---------- Data extract ----------

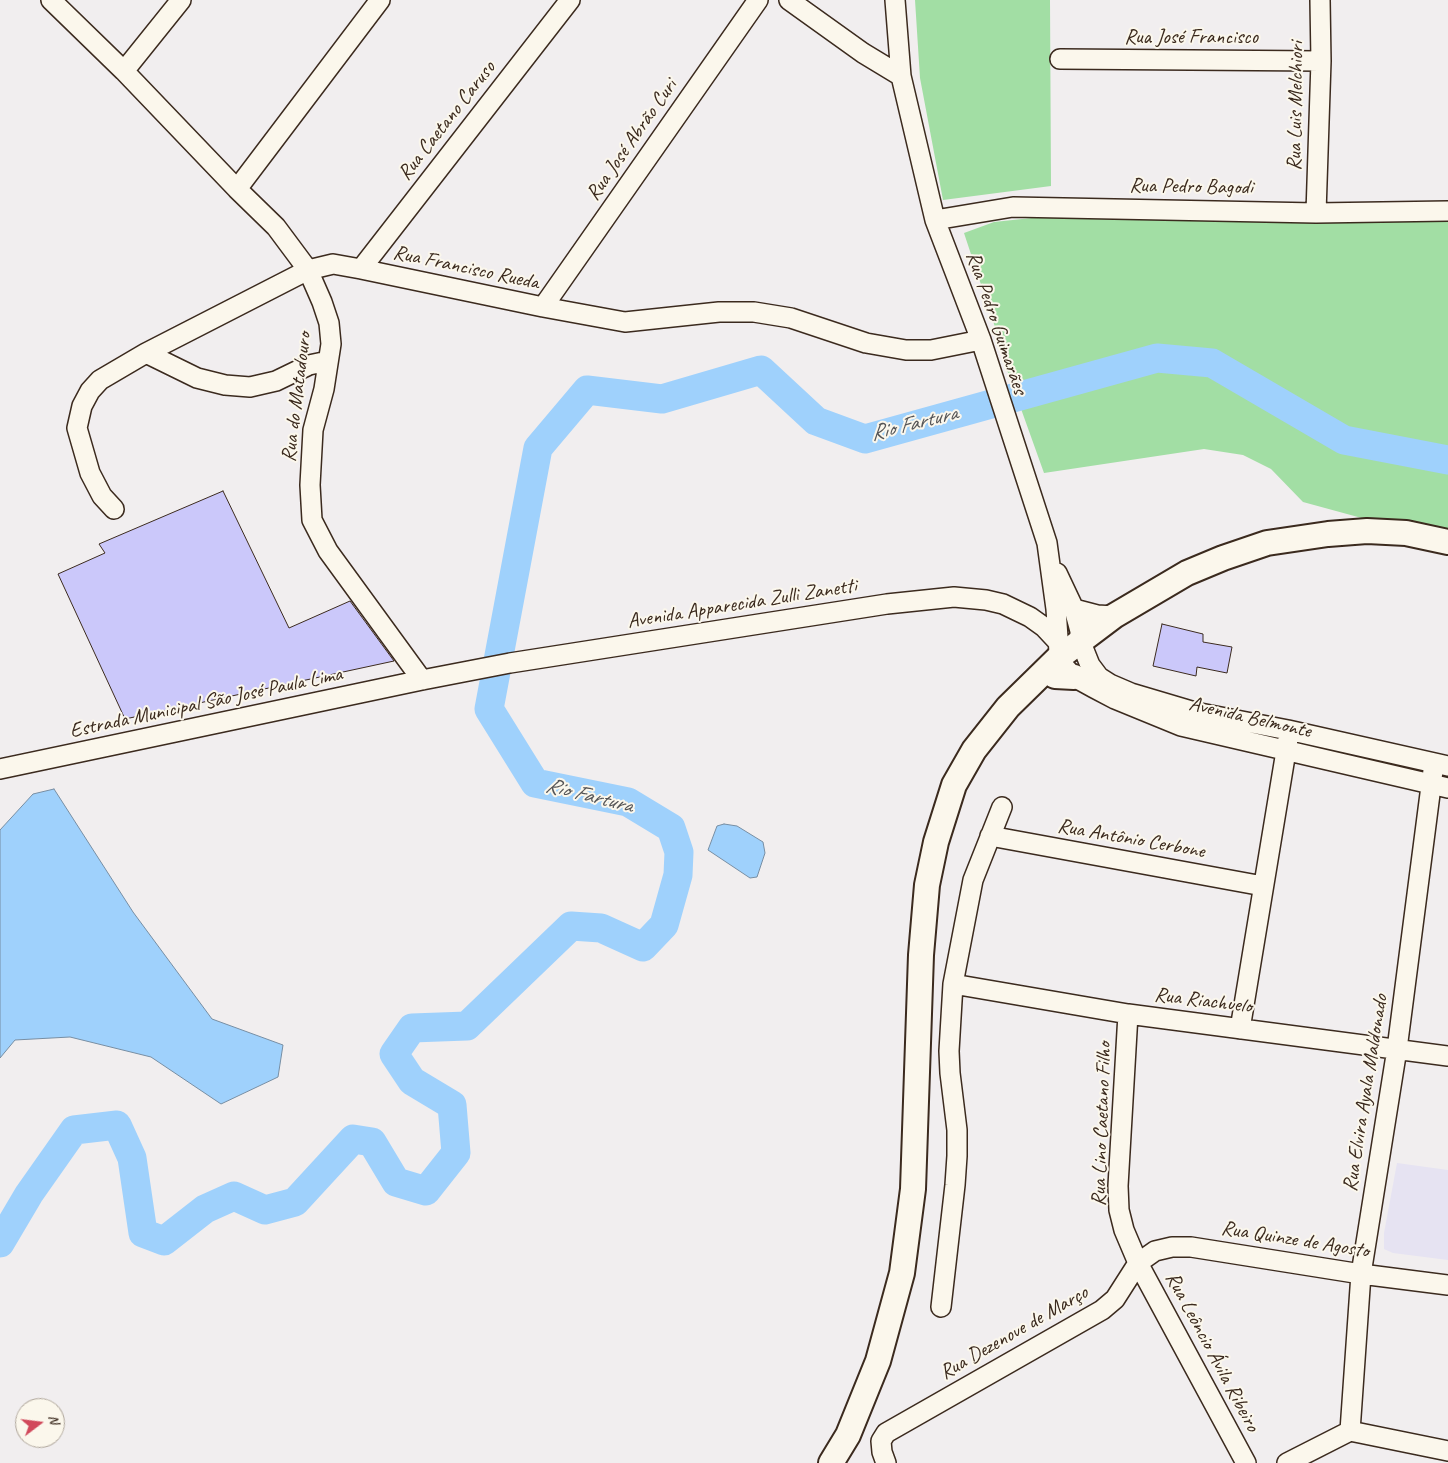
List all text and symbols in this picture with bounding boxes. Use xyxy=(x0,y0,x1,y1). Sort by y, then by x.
street label: Rua José Francisco xyxy=(1124,24,1258,50)
street label: Rua Luis Melchiori xyxy=(1282,41,1310,171)
street label: Rua Caetano Caruso xyxy=(393,56,501,186)
street label: Rua José Abrão Curi xyxy=(581,74,683,206)
street label: Rua Pedro Bagodi xyxy=(1129,173,1253,201)
street label: Rua Francisco Rueda xyxy=(391,240,541,296)
street label: Rua Pedro Guimarães xyxy=(960,248,1032,398)
street label: Rua do Matadouro xyxy=(277,331,317,463)
water label: Rio Fartura xyxy=(868,401,960,447)
street label: Avenida Apparecida Zulli Zanetti xyxy=(626,573,858,635)
street label: Estrada Municipal São José Paula Lima xyxy=(68,662,344,744)
street label: Avenida Belmonte xyxy=(1186,692,1314,744)
water label: Rio Fartura xyxy=(543,773,635,819)
street label: Rua Antônio Cerbone xyxy=(1055,814,1207,864)
street label: Rua Riachuelo xyxy=(1153,983,1253,1019)
street label: Rua Elvira Ayala Maldonado xyxy=(1338,993,1394,1193)
street label: Rua Lino Caetano Filho xyxy=(1087,1041,1117,1207)
street label: Rua Quinze de Agosto xyxy=(1219,1216,1371,1264)
street label: Rua Leôncio Ávila Ribeiro xyxy=(1159,1268,1265,1436)
street label: Rua Dezenove de Março xyxy=(935,1280,1093,1386)
north arrow xyxy=(15,1398,65,1448)
text: N xyxy=(45,1413,63,1426)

----------

*Task goal*
If a line in the records above holds the string "Pedro", copy it.

*Response for this exercise*
street label: Rua Pedro Bagodi xyxy=(1129,173,1253,201)
street label: Rua Pedro Guimarães xyxy=(960,248,1032,398)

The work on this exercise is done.